13 Feb 2023 3 min read Employment Law Alert Article

At a glance

  • The employer in the case of Greater Taung Local Municipality v South African Local Government Bargaining Council sought to review an arbitration award but filed the record of proceedings late.
  • The Labour Appeal Court (LAC) considered whether the Labour Court (LC) erred in making the arbitration award an order of court while knowing the employer's intention to bring an application for reinstatement.
  • The LAC ruled that the LC failed to consider the employer's right to seek the reinstatement of the review application and the impact of making the arbitration award an order of court, setting aside the decisions and providing directions for further proceedings.

The Labour Appeal Court (LAC) considered whether the Labour Court (LC) misdirected itself when making the arbitration award an order of court with the knowledge that that the employer intended to bring an application for the reinstatement of the application.

For context, the facts of the matter are that the employee was charged with “gross insubordination and unbecoming behaviour” for taking leave which was not authorised. The employer dismissed him after a guilty verdict. Aggrieved by his dismissal, he referred an unfair dismissal claim to the bargaining council which found in his favour and ordered that he be retrospectively reinstated.

The employer took the matter on review; however, it filed the record of proceedings outside the prescribed 60-day period stipulated in paragraph 11.2.2 of the Labour Court Practice Manual. The employee then proceeded to bring a Rule 11 application to dismiss the review application and an application in terms of section 158(1)(c) of the Labour Relations Act 66 of 1995, as amended (LRA) to make the arbitration award an order of court. The employer opposed the Rule 11 application but did not file its answering affidavit within the stipulated time period and also did not seek condonation. The employee objected to the late filing without condonation.

The LC did not condone the late filling of the employer’s answering affidavit and so the Rule 11 application was treated as unopposed. The LC further found that because the employer’s review application had been deemed withdrawn in terms of paragraph 11.2.3 of the practice manual, the only option left for the employer was to bring an application for the reinstatement of its review application.

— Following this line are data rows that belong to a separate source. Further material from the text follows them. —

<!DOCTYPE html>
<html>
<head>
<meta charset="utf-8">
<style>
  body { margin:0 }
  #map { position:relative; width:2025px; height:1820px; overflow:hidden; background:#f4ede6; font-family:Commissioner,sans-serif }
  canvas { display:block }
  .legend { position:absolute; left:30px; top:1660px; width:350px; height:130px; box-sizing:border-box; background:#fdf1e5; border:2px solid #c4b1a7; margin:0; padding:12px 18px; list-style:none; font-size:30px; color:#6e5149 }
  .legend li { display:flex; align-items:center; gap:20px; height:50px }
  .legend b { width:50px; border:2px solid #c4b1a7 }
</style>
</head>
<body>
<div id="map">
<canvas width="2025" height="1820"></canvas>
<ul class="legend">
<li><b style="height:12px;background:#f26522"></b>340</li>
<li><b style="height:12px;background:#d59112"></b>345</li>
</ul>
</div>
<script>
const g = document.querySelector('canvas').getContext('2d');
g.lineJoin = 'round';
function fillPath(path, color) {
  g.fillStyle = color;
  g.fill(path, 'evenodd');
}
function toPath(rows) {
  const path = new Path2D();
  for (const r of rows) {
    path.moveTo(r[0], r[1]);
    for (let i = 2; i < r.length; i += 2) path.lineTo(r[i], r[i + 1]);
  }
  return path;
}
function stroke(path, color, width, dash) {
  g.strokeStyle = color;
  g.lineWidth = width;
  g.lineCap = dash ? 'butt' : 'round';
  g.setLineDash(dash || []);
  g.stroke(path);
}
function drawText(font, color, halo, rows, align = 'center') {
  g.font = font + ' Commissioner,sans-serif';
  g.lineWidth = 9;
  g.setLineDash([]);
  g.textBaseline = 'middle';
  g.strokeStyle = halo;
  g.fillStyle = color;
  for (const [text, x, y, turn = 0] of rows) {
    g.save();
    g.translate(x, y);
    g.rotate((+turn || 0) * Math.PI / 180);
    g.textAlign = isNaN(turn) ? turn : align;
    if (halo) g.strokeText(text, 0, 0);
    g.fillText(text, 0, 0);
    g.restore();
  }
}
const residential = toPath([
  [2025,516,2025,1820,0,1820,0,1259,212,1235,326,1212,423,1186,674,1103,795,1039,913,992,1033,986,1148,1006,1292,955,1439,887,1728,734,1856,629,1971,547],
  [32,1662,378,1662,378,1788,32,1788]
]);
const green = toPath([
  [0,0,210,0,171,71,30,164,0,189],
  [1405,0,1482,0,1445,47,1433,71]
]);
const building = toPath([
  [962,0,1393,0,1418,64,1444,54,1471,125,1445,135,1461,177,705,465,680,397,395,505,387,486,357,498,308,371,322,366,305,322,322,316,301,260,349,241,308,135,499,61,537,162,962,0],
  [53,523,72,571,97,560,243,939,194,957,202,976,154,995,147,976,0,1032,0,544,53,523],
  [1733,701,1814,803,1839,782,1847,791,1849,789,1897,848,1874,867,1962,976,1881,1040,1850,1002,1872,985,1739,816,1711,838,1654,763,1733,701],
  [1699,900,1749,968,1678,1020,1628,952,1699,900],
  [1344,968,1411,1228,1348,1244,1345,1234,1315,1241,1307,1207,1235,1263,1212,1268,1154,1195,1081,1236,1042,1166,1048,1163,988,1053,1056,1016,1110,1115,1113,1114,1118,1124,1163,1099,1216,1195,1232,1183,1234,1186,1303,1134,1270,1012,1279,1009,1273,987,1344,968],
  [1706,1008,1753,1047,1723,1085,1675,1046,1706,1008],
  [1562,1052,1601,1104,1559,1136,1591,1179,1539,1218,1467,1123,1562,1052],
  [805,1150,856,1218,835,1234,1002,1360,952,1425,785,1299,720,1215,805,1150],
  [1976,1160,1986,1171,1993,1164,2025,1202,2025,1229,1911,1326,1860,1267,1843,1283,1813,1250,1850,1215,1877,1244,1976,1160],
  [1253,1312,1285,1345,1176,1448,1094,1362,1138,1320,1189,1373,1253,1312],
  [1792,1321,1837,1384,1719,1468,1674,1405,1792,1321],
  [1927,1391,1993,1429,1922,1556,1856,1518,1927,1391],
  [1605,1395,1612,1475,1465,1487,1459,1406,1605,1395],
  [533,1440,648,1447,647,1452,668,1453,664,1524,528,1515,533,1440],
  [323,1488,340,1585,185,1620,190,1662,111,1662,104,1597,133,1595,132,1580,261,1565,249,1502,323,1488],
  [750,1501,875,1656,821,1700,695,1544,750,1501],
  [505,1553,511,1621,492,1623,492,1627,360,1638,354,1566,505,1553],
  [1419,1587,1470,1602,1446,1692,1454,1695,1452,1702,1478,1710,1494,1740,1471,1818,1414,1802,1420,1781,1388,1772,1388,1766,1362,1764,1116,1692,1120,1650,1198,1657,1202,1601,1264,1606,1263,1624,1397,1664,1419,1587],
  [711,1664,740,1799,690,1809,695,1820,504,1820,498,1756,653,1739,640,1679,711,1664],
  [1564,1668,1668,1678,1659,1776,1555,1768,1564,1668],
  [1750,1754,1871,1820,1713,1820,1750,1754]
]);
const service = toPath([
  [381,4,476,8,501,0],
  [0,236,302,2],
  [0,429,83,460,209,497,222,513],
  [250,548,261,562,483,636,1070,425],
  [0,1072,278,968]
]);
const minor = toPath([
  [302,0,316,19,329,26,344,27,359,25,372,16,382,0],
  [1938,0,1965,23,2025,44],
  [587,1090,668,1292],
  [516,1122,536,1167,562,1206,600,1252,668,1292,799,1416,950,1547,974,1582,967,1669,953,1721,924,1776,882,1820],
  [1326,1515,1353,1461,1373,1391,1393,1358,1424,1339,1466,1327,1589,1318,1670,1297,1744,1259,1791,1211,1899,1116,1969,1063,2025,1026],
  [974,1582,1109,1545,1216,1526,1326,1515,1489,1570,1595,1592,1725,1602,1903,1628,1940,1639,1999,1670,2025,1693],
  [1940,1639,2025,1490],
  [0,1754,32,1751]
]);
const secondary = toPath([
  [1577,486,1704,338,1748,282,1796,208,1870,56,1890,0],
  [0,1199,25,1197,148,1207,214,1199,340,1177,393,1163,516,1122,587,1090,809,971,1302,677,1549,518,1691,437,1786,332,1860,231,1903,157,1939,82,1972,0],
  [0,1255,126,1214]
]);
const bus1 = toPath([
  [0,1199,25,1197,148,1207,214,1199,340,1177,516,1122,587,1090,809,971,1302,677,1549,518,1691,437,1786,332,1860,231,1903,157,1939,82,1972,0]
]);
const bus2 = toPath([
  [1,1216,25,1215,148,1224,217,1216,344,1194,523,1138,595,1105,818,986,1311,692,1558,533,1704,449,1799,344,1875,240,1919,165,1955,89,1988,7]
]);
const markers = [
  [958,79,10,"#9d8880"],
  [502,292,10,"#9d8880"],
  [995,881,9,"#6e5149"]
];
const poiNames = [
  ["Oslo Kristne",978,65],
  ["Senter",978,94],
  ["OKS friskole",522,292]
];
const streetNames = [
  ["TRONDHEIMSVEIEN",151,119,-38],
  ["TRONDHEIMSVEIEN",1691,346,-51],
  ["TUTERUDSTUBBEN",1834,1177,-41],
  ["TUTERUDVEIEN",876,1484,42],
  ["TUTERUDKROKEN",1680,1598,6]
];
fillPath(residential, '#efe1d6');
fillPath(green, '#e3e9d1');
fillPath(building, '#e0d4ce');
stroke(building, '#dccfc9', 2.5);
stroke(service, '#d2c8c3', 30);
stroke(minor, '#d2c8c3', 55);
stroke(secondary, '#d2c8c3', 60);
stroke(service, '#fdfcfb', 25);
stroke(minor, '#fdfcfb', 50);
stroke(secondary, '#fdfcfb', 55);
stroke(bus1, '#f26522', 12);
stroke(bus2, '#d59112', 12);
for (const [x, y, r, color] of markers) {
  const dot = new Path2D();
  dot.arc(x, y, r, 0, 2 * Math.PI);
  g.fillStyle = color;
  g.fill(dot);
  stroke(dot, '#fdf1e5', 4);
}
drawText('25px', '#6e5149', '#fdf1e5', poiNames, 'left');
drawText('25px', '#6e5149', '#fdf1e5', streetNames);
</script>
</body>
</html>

With regard to the application to make the arbitration an order of court, the LC found in favour of the employee and made the arbitration award a court order. Aggrieved by the order of the LC, the employer sought leave to appeal to the LAC, which was granted.

Before the LAC

The LAC noted that an arbitration award which is made an order of court is not reviewable but appealable because of its effect. The employer argued that the LC misdirected itself by making an arbitration award an order of court in terms of section 158(1)(c) of the LRA, where in the same judgment, it held the employer could have reinstated its review application if it desired to do so. It argued that both cannot operate simultaneously.

The LAC set out the requirements to seek an order in terms of section 158(1)(c) of the LRA, which is (a) “the agreement or award is sufficiently clear to enable the defaulting party to know exactly what it should do to comply with it” and (b) “the defaulting party has failed to comply with the terms of the agreement or award”. The LAC held that once these two requirements are met, the LC must exercise its discretion when making the order and in the process must take into account “all relevant facts and circumstances” that are “necessary to satisfy the demands of law and fairness”.

The LAC held that the LC failed to meet the demands of law and fairness by not considering the fact that the employer had the right to seek the reinstatement of its review application. Importantly, the LAC also held that the LC did not consider the effect that the order would have on its ability to bring a review application. The LC set the decisions of the LC aside and gave directions for the further conduct of the matter.

In closing, the LAC established that once an arbitration award is made an order of court, it is not reviewable and by doing so the LC denied the employer the opportunity to reinstate the review application, especially after being fully aware that that is what the employer intended to do. This case speaks to the importance of observing the rules of the LC, read together with the provisions of the LRA, however, it is also important to note that the rules are designed to safeguard the right to a fair hearing and access to justice and not hinder an exercise of those rights.